One of my favorite questions for salespeople:

“Did the client actually say that?”

Half the time, the answer is no.
The rest is interpretation — stories we tell ourselves about what clients might think or feel.


How distortion happens

We hear what we want to hear,
not what’s actually said.

The result: a distorted version of reality —
and a sales process built on fiction instead of facts.


A real case

I once worked with a company selling to foreign clients.
The key milestone was getting them to fly in for negotiations
tickets paid, hotels booked, full hospitality.
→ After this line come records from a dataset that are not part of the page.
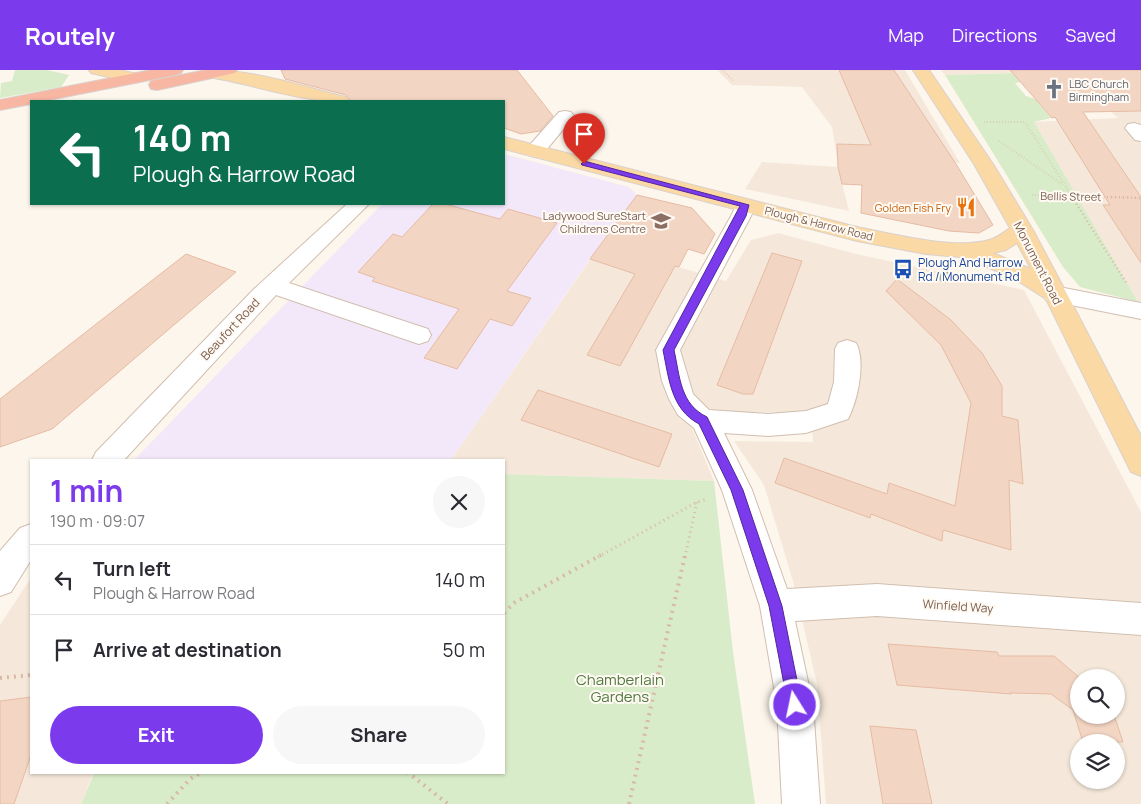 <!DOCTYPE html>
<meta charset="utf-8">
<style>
:root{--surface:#fff;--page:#f7f7f7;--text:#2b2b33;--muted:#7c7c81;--line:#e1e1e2;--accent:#7c3aed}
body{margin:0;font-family:Manrope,sans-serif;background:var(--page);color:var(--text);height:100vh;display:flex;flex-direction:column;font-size:19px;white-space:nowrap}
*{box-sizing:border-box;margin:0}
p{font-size:16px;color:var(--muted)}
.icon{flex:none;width:28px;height:28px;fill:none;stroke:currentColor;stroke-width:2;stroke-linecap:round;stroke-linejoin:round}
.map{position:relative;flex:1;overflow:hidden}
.panel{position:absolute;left:30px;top:389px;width:475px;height:315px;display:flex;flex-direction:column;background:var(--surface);border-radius:0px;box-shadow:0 1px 4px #0004}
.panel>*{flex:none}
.top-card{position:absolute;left:30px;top:30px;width:475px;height:105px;border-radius:0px;box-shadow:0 1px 4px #0004;background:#0b6e4f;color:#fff;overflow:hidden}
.fabs{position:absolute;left:1070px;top:599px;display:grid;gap:10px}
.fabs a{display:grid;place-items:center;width:55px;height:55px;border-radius:50%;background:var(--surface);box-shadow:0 1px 4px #0004;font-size:25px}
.pin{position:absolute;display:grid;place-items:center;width:42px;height:42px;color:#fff;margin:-51px -21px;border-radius:50% 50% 50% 0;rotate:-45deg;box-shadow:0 0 5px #0007}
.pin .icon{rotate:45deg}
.me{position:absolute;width:55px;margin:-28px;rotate:350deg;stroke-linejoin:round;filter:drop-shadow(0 0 4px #0008)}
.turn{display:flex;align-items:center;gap:18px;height:105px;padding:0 20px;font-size:22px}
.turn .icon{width:65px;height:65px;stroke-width:2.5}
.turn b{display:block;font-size:35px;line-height:42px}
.round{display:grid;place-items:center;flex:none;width:52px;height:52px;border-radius:26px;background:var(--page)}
.head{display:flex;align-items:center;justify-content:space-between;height:85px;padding:0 20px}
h1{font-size:30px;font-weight:700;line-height:38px;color:var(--accent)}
.action{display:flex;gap:10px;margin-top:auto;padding:10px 20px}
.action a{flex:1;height:58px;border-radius:30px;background:var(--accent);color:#fff;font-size:20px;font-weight:700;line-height:58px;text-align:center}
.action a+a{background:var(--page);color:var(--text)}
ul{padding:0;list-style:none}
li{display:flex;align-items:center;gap:15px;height:70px;padding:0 20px;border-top:1px solid var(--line)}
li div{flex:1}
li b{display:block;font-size:19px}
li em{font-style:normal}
header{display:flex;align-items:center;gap:30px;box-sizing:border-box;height:70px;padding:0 25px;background:var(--accent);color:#fff}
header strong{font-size:24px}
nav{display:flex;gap:28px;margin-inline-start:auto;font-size:18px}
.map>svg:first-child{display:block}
.residential{fill:#f5e8da;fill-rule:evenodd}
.education{fill:#f3e8fa}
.green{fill:#d8ecc9}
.building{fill:#f3d5c3;stroke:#e6bba3}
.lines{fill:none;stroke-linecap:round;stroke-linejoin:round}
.minor-casing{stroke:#d1beb0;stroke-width:2}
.major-casing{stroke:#dad1cd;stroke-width:2}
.highway-casing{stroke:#dad1cd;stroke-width:2}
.path-far3{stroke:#d9b8a5;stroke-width:2;stroke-dasharray:0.5 2.5;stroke-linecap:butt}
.path-far2{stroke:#d9b8a5;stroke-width:2.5;stroke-dasharray:1 3;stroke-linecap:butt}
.path-far1{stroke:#d9b8a5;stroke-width:3;stroke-dasharray:1 4;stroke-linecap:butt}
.path{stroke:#d9b8a5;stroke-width:4;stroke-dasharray:2 5;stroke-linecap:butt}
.minor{fill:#fff;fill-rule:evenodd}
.major{fill:#fbd9a5;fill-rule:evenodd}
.highway{fill:#f7b7a3;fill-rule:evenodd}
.tree{fill:#a0b28e}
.route{fill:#7c3aed;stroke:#51269a}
.labels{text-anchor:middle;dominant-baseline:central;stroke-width:4;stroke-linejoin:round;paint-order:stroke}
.far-worship-label{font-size:11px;fill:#5b616d;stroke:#fffaf3;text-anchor:start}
.far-street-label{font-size:11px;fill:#7a5c4d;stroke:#fffaf3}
.far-food-label{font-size:11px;fill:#c56008;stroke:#fffaf3;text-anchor:end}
.far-education-label{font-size:11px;fill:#785e54;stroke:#fffaf3;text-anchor:end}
.transit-label{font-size:12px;fill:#164399;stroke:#fffaf3;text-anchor:start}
.street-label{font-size:12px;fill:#7a5c4d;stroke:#fffaf3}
.near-park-label{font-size:15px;fill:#537a41;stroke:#fffaf3}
</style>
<header>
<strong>Routely</strong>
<nav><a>Map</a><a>Directions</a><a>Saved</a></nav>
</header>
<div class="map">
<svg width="1141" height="734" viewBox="0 0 1141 734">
<rect width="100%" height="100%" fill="#fdf6ec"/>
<g class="residential">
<polygon points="717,0 905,0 960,93 837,88 832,57 802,17 732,15"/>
<polygon points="941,0 1141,0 1141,232 1138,232 1033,52 1118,48 1067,1 945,5"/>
<polygon points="762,92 838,97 849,141 745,119"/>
<path d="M778 163 856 184 1024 220 1141 442V734H826L817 614 793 511 764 415 734 371 813 372 811 343 699 341 689 351 714 411 504 404V390H451L601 174 726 211 751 170ZM1079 608H1116V645H1079ZM1079 672H1116V710H1079Z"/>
<polygon points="31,508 31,702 93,703 81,734 0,734 0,555"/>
</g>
<polygon class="education" points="504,84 629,117 637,125 590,189 451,390 134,390 382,134 504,134"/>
<g class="green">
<polygon points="15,0 47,0 69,5 61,17 0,28 1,13 12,11"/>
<polygon points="1013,3 1021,12 1015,13 1026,26 1035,29 1051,48 1034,52 1138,232 1080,217 1063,197 945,5"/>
<polygon points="504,404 714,411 733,582 755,734 81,734 94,703 504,702"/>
</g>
<g class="building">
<polygon points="281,0 517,0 553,46 540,61 521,64 504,58 504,31 351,31 346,25 285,9"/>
<polygon points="839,0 894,0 956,94 993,155 979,163 949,161 861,143 862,115 842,114 838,97 837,74 871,75"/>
<polygon points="1010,0 1141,0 1141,41 1083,42 1141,127 1141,193 1103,135 1110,135 1055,47 1052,48"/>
<polygon points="637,125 692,138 715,164 704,184 688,179 679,197 675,196 620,296 587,285 635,204 590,189"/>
<polygon points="433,134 445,134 500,149 508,139 557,153 507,221 531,228 512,256 490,249 457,299 424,288 459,239 372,211 375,208 358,202 393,164 402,167"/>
<polygon points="772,183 802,191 753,324 743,324 717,315"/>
<polygon points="186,184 236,202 52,359 0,377 0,329"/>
<polygon points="897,209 951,250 982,283 1002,316 1002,346 1018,350 1023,414 1009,410 1011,480 943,460 942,471 871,444 870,448 775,413 784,388 887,424 889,413 955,436 971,333 941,275 886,221"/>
<polygon points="538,320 672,364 659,397 521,350"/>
<polygon points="888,574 997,582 999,586 1054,586 1080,608 1079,645 1114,645 1123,672 1083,672 1073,640 1051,624 1010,623 1011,624 897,615"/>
<polygon points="31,627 31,685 14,734 0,734 0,631"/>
<polygon points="870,656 916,660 932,734 883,734"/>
</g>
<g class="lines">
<defs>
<g id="minor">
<polygon points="565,41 571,42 574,46 571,50 542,85 535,87 528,85 526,81 528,77 559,42"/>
<polygon points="1134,53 1141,55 1141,71 1135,70 1125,58 1128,54"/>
<path d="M745 129 752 131 755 135 751 146 680 280 693 324 709 340 768 344 806 341 828 334 834 312 835 279 838 273 847 270 856 273C866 291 858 330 848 349L806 363 768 366 724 363 752 420 787 519 877 514 1141 533V565L877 546 795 551 813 635 820 734H782L777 635 760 536 722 420 694 358 678 345 669 329 662 311 656 280 731 146 738 131Z"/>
<polygon points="347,134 369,134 289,213 428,259 431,265 428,271 419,274 410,271 276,225 124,390 92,390 96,382 254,219"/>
<polygon points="1054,216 1141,233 1141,249 1046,230 1042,224 1046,218"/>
<polygon points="31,454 31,490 11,522 0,526 0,481 20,458"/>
</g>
<g id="major">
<polygon points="89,0 120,0 141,5 143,8 141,11 135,13 91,3"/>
<path d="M208 0C254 0 301 16 346 27L349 31C307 34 256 15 214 8L208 6 206 3Z"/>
<path d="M913 0H929L993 94 1033 160 1077 243 1141 366V406L1131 402 1046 229 1010 206 960 187 926 184 857 171 504 79V67L857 157C893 164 954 180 989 170 997 168 1003 163 1010 158L974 94ZM1017 173 1031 199 993 183 1006 180Z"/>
</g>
<g id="highway">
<polygon points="151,0 183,0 181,3 175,5 44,31 31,31 31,34 0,40 0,30"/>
<polygon points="206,0 237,0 235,3 157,20 151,19 149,15 151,11"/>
</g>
</defs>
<use href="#minor" class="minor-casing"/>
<use href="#major" class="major-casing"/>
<use href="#highway" class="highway-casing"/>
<g class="path-far3">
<polyline points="722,0 735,12"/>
<polyline points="984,52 1025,52 1073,128"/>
<polyline points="999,71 1062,114"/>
<polyline points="1032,125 1141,128"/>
</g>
<g class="path-far2">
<polyline points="1072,127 1127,214"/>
<polyline points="1107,127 1141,128"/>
</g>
<g class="path-far1">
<polyline points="598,487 697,432 708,429"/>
<polyline points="685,487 697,432"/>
</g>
<g class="path">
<polyline points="504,543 514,533 601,485"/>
<polyline points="0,608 31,605"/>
<polyline points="407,702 448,734"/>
<polyline points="167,734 190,709 202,702"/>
<polyline points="629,734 685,485"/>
</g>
<use href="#minor" class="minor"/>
<use href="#major" class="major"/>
<use href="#highway" class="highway"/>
</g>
<circle class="tree" cx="945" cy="207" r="6"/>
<path class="route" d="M584 91 749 135 746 146 674 280C680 307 680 334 707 347L743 420 782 536 802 635 800 640 795 643 790 640 788 635 769 536 731 420 699 354C671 339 669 309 663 280L740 136 582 95 581 94Z"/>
<defs>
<symbol id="church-bare" viewBox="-9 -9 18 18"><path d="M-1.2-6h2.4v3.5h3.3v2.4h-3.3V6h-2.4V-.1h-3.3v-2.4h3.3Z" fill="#6b7280" stroke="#fffaf3" stroke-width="2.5" paint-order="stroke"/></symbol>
<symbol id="restaurant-bare" viewBox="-9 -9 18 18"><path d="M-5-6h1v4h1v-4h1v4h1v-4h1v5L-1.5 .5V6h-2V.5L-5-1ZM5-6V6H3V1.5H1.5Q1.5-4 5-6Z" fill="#e8710a" stroke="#fffaf3" stroke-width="2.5" paint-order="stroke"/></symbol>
<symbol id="school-bare" viewBox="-9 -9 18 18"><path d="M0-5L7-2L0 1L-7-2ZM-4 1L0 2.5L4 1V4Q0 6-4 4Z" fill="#8d6e63" stroke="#fffaf3" stroke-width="2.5" paint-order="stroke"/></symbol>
<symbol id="bus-bare" viewBox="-9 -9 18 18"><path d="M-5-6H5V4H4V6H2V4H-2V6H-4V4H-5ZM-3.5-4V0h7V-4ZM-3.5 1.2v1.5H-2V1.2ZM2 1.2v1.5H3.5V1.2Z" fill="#1a4fb4" stroke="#fffaf3" stroke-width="2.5" paint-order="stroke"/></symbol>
</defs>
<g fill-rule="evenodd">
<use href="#church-bare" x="1040" y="5" width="28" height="28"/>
<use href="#restaurant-bare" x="952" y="123" width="28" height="28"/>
<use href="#school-bare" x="647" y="137" width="28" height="28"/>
<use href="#bus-bare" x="889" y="185" width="28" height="28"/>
</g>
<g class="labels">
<g class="far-worship-label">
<text x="1069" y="13">LBC Church<tspan x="1069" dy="13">Birmingham</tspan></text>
</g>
<g class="far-street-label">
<text transform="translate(1071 126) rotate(1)">Bellis Street</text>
<text transform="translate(819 153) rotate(14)">Plough &amp; Harrow Road</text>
</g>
<g class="far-food-label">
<text x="951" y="137">Golden Fish Fry</text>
</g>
<g class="far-education-label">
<text x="646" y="145">Ladywood SureStart<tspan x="646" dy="13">Childrens Centre</tspan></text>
</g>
<g class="transit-label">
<text x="918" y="192">Plough And Harrow<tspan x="918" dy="14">Rd / Monument Rd</tspan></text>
</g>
<g class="street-label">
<text transform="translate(1038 193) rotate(63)">Monument Road</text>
<text transform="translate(230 259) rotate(-47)">Beaufort Road</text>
<text transform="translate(958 536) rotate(4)">Winfield Way</text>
</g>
<g class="near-park-label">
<text x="620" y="609">Chamberlain<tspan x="620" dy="17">Gardens</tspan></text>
</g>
</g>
</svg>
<div class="fabs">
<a><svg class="icon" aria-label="search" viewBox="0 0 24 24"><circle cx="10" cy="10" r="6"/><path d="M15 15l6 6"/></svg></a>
<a><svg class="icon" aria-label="layers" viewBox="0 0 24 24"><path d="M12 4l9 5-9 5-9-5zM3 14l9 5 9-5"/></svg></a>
</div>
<div class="pin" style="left:584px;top:94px;background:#d93025"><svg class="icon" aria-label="arrive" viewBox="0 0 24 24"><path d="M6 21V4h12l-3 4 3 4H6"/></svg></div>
<svg class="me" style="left:795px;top:635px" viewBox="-20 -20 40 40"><circle r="17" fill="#7c3aed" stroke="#fff" stroke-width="3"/><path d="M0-11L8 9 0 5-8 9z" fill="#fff"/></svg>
<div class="top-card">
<div class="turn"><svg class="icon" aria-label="left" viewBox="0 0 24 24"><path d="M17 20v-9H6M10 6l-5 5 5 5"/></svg><div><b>140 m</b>Plough &amp; Harrow Road</div></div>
</div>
<section class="panel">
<div class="head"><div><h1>1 min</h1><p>190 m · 09:07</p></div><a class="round"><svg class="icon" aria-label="close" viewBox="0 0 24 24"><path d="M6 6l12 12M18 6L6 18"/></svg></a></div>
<ul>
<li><svg class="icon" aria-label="left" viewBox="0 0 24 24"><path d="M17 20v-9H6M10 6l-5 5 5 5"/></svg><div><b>Turn left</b><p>Plough &amp; Harrow Road</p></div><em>140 m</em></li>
<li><svg class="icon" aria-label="arrive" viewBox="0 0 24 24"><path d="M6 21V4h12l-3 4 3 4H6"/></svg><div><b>Arrive at destination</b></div><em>50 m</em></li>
</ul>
<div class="action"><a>Exit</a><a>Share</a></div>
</section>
</div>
Before clients even arrived, reps were labeling them:
“tourists,” “hot leads,” “investors.”
All based on tone and assumptions.

They ended up selling free trips, not products —
and forecasting based on fantasy, not data.


Responsibility belongs to the seller

In sales, control equals responsibility.
Which means you must:

  1. Clarify intentions and expectations.
  2. Help the client articulate thoughts and emotions.
  3. Confirm understanding: “Let me check if I understood you right…”

The discipline of clarity

At the end of every conversation, ask:

“Let’s summarize to make sure we’re aligned.”

It takes two minutes —
but builds trust and precision instantly.

And always write it down
in CRM, notebook, trip report, client sheet — anywhere,
as long as it’s visible and retrievable.

In sales, if it isn’t written down — it’s made up.